Ботинки скользят на лестнице, под ними хрустит ледяная корка, от морозного воздуха чуть кружится голова. Подбегает Пялянг, жмется к моей ноге, вместе со мной делает осторожные шаги, словно страхует.
В кармане куртки пирожок с мясом, только из духовки, пес их любит. На пятом шаге под дуновением ветерка Пялянг унюхивает знакомый аромат, тычет носом в курточную полу. «Подожди, обжора, дай до скамейки дойти!»
Заснеженный сад черно-белый. Светлого больше – слепит глаза, проникает внутрь холодным вдохом, будто расширяет пространство для нового. Например, для любви.
Над скамейкой Асад приделал навес, поэтому она сухая, слегка заледеневшая. Надевая шерстяную варежку, расчищаю два места – себе и Пялянгу. Сидим, наслаждаемся тишиной. Мохнатые хлопья в беспорядочном метании покрывают белизной бугорки коричневой земли, скрывая наши с Пялянгом следы.
Передо мной оливковое дерево – замерзшее, но вечнозеленое. На фоне зимней монохромности оно выделяется жизнелюбием, напоминая страдающую бессонницей красивую женщину. Пока растительность сада глубоко спала, олива не смыкала глаз, ждала тепла, когда перестанет дрожать.

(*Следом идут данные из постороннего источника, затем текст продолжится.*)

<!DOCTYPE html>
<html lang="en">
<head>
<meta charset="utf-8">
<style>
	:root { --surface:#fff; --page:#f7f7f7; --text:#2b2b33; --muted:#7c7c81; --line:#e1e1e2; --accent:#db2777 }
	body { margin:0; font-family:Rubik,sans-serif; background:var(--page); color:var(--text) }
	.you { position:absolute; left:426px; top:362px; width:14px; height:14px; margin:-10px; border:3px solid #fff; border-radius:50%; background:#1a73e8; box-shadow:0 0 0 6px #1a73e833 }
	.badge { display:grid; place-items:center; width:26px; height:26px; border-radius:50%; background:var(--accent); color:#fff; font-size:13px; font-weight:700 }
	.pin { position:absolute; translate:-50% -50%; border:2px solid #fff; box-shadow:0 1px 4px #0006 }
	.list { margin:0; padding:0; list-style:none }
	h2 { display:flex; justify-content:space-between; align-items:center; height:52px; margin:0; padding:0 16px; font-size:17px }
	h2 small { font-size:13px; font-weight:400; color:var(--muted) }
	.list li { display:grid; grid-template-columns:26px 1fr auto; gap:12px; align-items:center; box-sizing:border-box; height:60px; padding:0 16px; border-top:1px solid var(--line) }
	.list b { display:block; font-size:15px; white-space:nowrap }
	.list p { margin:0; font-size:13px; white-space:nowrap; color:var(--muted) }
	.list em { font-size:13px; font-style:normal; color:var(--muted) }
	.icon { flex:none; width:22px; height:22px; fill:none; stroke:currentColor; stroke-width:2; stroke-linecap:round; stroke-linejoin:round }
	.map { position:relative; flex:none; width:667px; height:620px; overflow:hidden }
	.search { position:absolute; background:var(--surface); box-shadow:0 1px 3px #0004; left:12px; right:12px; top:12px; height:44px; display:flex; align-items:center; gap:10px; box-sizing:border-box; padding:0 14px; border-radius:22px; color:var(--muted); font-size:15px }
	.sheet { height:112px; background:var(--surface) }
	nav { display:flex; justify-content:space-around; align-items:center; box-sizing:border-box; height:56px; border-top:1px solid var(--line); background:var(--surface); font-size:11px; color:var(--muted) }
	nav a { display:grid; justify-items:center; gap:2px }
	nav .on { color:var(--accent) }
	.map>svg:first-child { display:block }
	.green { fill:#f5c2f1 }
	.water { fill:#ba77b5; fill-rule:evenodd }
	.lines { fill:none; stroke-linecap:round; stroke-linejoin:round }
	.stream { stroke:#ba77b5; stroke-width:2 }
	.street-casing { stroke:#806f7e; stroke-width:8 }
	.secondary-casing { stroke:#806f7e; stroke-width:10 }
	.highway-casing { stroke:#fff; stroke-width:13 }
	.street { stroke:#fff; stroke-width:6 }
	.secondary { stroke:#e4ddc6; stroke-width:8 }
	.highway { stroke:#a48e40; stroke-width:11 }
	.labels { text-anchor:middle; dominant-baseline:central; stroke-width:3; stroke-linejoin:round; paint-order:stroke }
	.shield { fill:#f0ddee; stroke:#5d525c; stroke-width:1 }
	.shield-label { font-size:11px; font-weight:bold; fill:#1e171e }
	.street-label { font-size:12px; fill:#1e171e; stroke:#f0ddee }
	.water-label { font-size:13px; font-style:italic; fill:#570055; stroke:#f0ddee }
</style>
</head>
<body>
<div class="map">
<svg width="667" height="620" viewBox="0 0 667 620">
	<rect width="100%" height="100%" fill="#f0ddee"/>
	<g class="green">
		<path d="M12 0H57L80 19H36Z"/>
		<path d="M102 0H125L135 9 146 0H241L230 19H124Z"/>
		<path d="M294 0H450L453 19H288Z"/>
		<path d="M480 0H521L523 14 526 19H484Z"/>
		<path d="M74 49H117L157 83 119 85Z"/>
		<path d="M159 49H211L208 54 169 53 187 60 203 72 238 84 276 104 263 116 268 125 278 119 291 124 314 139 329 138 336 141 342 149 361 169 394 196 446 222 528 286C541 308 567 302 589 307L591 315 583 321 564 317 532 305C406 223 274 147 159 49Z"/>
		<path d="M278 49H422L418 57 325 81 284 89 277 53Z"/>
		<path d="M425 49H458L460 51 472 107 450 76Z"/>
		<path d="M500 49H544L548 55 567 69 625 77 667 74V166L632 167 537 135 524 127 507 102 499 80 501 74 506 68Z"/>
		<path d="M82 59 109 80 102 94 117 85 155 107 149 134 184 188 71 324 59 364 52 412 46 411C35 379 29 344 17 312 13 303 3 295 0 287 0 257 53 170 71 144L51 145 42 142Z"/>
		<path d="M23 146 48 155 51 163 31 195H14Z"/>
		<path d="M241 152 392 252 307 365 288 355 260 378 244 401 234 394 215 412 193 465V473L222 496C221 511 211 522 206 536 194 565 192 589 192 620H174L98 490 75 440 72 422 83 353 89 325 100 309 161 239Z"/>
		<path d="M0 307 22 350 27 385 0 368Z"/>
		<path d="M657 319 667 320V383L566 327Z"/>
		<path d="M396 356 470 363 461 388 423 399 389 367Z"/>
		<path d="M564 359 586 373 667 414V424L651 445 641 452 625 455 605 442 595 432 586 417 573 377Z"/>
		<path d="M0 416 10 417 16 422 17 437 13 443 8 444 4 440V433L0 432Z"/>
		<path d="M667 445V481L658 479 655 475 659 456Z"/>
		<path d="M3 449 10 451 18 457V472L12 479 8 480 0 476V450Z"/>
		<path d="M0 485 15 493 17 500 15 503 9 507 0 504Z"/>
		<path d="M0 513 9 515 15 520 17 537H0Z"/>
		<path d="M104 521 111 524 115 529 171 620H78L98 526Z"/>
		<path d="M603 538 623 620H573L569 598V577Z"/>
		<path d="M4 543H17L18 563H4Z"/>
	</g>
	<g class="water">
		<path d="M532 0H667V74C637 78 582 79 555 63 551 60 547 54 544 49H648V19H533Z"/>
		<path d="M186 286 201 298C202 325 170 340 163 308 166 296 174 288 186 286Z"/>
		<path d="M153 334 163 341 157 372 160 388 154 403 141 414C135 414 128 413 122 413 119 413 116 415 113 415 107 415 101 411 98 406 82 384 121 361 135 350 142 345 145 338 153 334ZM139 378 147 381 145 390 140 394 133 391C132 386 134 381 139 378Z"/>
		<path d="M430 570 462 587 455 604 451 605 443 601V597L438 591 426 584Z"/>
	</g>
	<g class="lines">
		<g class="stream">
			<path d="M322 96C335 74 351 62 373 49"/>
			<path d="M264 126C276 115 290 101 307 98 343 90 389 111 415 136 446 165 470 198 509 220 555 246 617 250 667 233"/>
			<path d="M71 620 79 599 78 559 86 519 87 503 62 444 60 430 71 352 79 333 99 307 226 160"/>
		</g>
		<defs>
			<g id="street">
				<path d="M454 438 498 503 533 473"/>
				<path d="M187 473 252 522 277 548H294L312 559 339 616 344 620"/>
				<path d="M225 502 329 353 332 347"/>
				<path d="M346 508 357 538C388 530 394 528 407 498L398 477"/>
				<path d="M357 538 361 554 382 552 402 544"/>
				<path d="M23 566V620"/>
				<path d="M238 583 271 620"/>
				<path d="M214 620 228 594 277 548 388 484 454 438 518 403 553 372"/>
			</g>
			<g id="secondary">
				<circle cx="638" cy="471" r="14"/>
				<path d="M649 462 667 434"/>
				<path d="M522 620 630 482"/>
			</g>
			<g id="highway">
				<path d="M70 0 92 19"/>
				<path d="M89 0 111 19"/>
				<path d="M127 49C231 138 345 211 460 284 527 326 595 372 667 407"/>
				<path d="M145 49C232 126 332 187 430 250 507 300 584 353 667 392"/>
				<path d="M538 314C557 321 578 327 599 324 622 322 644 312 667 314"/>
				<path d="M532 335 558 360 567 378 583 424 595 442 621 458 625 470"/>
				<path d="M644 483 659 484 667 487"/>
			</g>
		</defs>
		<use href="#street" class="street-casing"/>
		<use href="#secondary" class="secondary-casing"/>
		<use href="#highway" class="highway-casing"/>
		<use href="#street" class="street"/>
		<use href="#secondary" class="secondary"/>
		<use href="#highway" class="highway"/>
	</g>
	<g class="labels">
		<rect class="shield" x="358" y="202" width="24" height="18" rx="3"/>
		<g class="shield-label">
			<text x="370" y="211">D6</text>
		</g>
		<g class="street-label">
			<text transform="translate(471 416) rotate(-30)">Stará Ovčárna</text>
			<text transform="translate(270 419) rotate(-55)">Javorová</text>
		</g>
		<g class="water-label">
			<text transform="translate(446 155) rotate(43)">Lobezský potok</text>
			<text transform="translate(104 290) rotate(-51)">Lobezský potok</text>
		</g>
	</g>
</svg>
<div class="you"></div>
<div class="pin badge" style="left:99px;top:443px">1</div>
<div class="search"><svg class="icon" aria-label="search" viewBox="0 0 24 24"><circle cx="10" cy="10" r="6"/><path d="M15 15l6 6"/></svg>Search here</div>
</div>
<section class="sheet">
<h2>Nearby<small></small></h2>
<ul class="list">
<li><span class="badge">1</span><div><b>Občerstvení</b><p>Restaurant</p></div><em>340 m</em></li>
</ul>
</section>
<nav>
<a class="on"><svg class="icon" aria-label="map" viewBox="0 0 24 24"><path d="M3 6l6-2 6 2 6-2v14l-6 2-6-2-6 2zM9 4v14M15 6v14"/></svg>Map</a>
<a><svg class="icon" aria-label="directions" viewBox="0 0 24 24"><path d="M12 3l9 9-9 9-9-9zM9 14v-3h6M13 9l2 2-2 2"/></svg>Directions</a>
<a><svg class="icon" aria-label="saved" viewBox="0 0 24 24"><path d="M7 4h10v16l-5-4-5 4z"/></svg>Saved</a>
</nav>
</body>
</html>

Зимой в щели каменного забора забивались снежинки и, прячась от солнца, жили там неделями. Смотрел на них в их сером укрытии, стараясь дышать в сторону, только бы не навредить хрупкой недолгой красоте.
В тот день подходить к забору не хотелось. Остаток положенного мне времени мы с псом просидели на скамейке в вихре снежного вальса. В эти мгновения я смотрел на все будто со стороны, в деталях запоминая происходящее. Мысленно рисовал картину, рифмующуюся со словом «покой». Позже, когда покоя недоставало, черпал его в этом воспоминании.
22 Тебя ждёт много всего, о чём пока не можешь знать
«Проснулась утром, заправила постель, оделась и поехала на другой конец города, где стояли недостроенные многоэтажки. Взобралась на самую верхотуру, стала на край, чтобы прыгнуть. Хотела покончить с болью. Закрыла глаза, двинулась вперед… В последний миг отступила. Прислонилась к стене, увидела себя со стороны – изможденную, бледную, некрасивую. На серый бетон сыпались снежинки. Пушистые, сверкающие белизной, наполненные жизнью, пусть и недолгой. Что мне дали те минуты? Затмение. Все через него проходят, каждый по-своему. После затмения стала относиться к жизни как к чуду. Переродилась».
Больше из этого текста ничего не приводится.